“Decidedly,” said Ermine warmly. But as she glanced at Ella, she felt chilled again by the hard look on the round young face. She would have felt more than chilled had she read the thoughts at that moment passing through the girl’s brain.

“Yes,” she was saying to herself, “I am clever, and they can’t deny it. I shall learn all I can, and then, if this goes on, I shall run away and become a governess. I should manage it somehow, I am sure.” Two days later, as they were going to bed one evening, Madelene called her for a moment into her own room.

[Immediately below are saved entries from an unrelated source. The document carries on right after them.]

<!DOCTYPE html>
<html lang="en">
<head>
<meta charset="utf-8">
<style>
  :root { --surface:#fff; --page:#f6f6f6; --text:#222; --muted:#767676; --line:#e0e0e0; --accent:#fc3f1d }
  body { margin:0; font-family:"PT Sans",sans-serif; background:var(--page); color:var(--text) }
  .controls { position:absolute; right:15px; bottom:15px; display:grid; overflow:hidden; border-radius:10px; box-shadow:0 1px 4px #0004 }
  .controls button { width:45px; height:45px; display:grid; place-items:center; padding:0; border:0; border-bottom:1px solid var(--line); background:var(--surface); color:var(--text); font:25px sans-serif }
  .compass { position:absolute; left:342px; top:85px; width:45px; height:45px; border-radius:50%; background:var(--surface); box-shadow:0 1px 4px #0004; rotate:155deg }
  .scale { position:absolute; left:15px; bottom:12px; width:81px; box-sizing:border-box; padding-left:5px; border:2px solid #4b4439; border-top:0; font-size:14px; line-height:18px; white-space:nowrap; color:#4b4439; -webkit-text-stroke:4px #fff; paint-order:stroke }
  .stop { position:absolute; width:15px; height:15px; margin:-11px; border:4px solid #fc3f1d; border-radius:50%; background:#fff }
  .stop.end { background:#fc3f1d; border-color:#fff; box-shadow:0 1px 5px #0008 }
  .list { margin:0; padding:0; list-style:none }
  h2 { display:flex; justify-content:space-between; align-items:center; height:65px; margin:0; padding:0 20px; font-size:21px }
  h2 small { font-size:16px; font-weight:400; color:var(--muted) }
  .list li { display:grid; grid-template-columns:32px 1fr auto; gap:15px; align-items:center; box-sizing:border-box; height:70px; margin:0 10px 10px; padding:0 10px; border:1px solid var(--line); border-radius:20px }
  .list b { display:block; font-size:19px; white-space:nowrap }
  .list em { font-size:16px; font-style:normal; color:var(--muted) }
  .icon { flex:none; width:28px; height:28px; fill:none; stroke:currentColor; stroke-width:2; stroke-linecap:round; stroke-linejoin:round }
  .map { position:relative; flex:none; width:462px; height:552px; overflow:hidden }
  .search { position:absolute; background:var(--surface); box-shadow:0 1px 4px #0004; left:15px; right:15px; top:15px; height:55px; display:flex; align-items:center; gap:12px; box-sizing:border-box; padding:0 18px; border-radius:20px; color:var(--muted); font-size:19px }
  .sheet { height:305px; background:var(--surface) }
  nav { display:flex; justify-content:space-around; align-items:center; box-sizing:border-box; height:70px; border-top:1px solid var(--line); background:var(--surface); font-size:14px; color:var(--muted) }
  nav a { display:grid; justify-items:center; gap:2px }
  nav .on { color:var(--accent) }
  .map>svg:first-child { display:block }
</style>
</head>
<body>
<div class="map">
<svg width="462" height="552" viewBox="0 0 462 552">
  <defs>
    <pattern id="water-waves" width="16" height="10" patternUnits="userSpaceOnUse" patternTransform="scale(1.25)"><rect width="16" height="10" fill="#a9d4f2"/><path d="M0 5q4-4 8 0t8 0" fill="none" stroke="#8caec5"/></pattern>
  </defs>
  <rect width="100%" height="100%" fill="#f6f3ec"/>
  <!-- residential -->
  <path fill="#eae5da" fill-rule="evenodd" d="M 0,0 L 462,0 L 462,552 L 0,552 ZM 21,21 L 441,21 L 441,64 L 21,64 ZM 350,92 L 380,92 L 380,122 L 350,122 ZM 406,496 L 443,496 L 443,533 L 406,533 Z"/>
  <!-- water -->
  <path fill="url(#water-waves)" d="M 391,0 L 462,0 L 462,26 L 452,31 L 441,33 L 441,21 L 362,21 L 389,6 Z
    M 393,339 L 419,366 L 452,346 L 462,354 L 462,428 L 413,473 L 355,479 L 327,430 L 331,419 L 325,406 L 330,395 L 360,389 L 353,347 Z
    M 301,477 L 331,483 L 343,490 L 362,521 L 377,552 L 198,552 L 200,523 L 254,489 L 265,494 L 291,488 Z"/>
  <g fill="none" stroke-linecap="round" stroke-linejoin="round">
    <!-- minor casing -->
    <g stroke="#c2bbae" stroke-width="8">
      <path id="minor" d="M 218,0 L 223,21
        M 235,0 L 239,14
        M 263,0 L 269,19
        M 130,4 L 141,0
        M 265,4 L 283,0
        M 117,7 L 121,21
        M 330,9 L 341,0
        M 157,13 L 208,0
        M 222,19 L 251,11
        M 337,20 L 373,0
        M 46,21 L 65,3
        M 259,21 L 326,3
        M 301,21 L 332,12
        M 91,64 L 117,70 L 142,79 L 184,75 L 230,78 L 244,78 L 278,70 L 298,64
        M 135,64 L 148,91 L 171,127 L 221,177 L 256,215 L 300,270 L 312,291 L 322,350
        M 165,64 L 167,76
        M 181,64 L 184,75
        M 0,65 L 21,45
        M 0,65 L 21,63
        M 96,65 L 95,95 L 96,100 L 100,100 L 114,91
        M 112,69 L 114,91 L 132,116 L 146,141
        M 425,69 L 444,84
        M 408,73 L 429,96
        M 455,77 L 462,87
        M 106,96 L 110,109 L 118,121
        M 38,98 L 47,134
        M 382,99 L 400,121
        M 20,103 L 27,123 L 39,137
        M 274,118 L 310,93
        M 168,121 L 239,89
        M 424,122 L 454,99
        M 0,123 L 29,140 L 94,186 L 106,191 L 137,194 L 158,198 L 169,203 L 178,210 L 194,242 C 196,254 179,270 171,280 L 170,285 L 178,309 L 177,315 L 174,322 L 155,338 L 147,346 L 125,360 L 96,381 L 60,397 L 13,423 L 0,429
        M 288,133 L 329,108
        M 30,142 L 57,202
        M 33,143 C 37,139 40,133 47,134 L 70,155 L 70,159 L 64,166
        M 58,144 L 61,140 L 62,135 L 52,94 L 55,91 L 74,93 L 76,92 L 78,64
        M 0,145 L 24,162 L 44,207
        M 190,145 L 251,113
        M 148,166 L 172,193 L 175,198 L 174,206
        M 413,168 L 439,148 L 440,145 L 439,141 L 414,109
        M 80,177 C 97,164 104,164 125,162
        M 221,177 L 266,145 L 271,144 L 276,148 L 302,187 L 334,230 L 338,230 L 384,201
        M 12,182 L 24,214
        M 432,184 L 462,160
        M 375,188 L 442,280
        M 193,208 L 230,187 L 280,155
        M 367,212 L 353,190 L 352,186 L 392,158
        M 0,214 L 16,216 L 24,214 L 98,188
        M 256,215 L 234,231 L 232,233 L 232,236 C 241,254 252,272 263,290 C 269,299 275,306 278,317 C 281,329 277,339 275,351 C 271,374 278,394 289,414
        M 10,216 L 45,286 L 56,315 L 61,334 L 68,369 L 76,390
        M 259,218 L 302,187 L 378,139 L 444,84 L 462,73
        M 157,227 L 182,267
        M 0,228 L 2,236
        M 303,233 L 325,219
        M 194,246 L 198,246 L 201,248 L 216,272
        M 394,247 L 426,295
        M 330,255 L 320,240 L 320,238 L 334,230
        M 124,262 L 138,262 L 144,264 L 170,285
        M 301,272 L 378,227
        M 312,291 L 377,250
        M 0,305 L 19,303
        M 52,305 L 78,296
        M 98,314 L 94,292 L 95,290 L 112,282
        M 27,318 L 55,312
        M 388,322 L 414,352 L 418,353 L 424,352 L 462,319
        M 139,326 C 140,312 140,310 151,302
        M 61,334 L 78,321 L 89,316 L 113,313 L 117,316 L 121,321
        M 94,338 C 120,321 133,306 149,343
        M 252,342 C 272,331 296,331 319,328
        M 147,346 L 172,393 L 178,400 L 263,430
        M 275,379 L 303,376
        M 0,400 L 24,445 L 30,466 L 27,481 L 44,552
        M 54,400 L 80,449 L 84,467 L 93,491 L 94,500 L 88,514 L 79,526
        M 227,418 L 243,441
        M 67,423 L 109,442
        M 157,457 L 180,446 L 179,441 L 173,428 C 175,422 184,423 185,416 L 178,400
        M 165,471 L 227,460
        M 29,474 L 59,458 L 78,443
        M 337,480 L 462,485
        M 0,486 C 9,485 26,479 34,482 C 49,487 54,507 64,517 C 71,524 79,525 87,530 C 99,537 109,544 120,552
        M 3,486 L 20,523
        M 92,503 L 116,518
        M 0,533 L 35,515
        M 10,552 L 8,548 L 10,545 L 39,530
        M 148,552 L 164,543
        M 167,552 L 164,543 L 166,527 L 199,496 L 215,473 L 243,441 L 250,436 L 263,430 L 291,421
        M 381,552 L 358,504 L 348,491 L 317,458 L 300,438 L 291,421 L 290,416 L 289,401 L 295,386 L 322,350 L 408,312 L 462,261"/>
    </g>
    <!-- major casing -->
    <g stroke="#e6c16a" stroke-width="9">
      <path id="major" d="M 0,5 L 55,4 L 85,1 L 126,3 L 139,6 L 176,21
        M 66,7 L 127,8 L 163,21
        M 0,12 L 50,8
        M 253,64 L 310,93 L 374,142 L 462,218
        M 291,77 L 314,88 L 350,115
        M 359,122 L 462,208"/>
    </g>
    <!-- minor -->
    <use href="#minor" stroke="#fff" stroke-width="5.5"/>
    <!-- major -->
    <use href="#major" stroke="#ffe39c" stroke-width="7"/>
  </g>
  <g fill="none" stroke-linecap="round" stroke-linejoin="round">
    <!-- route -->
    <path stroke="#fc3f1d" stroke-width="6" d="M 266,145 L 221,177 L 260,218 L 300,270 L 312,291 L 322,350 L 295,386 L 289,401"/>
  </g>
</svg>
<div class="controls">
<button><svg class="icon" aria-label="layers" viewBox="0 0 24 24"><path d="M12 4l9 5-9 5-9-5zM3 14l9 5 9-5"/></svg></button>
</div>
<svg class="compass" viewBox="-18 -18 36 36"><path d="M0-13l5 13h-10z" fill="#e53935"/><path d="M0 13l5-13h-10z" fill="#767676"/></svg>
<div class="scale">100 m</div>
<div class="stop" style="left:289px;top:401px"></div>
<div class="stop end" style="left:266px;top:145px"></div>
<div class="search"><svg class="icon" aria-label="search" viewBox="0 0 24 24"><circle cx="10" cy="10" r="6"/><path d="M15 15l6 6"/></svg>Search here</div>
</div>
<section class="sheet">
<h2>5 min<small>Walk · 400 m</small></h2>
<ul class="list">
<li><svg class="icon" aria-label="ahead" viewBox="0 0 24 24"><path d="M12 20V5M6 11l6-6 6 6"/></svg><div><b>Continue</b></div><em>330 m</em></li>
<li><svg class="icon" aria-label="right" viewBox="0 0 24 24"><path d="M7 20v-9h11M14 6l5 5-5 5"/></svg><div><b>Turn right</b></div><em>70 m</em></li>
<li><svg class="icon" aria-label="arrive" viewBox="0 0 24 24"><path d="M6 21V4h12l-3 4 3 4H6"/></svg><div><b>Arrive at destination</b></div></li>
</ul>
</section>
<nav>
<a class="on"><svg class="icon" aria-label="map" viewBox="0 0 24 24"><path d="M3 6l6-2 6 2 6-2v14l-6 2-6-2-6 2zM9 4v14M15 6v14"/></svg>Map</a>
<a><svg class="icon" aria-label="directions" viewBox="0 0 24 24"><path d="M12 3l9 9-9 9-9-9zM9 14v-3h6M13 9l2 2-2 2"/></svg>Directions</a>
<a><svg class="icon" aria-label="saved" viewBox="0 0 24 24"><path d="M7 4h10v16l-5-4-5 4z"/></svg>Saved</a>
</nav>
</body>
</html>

“Ella,” she said, “Ermine and I are going away from home for a few days. We are going to the Belvoirs; you may remember our speaking of the invitation one morning when it came. Mrs Belvoir was here the other day, but you were out. They are nice people, and they give nice dances. When—when you are out I shall like you to go there.”

“Then they didn’t invite me this time?” asked Ella drily.

“They invited ‘the Misses St Quentin,’” Madelene replied. “That meant what we liked to decide ourselves of course. It does not rest with outsiders to determine if a girl is out or not.”

“Of course not,” said Ella. “Then,” she went on, “will you tell me what you wish me to do while you are away? Am I to be quite alone with Mrs Green (the housekeeper) as chaperon?”

“No,” her sister replied, irritated by the scarcely veiled impertinence of Ella’s tone, though a moment before she had been longing to express to her some of her own feeling on the matter, “no, certainly not. I am writing to ask Miss Harter, Mrs Hewitt’s sister, whom you have seen at Waire, to come to stay with you.”

“Oh, indeed,” said Ella. Miss Harter was a pleasant, intelligent woman of thirty, whom Ella had found amusing and agreeable enough once or twice when she had met her, though it now suited her to describe her to herself as “a fusty old maid.”

Things both great and small but very rarely turn out as we expect. Two days before that on which Colonel St Quentin and his two daughters were to leave home he fell ill. His illness was not very serious, but sufficiently so to put his going out of the question. And as he said that the presence of a stranger in the house would be an annoyance to him, Miss Harter’s visit was put off, Ella manifesting livelier satisfaction at this than she had condescended for long to show about anything.

“What an incomprehensible girl she is,” said Madelene, as she and Ermine drove away. “I think I must give up trying to make her out.”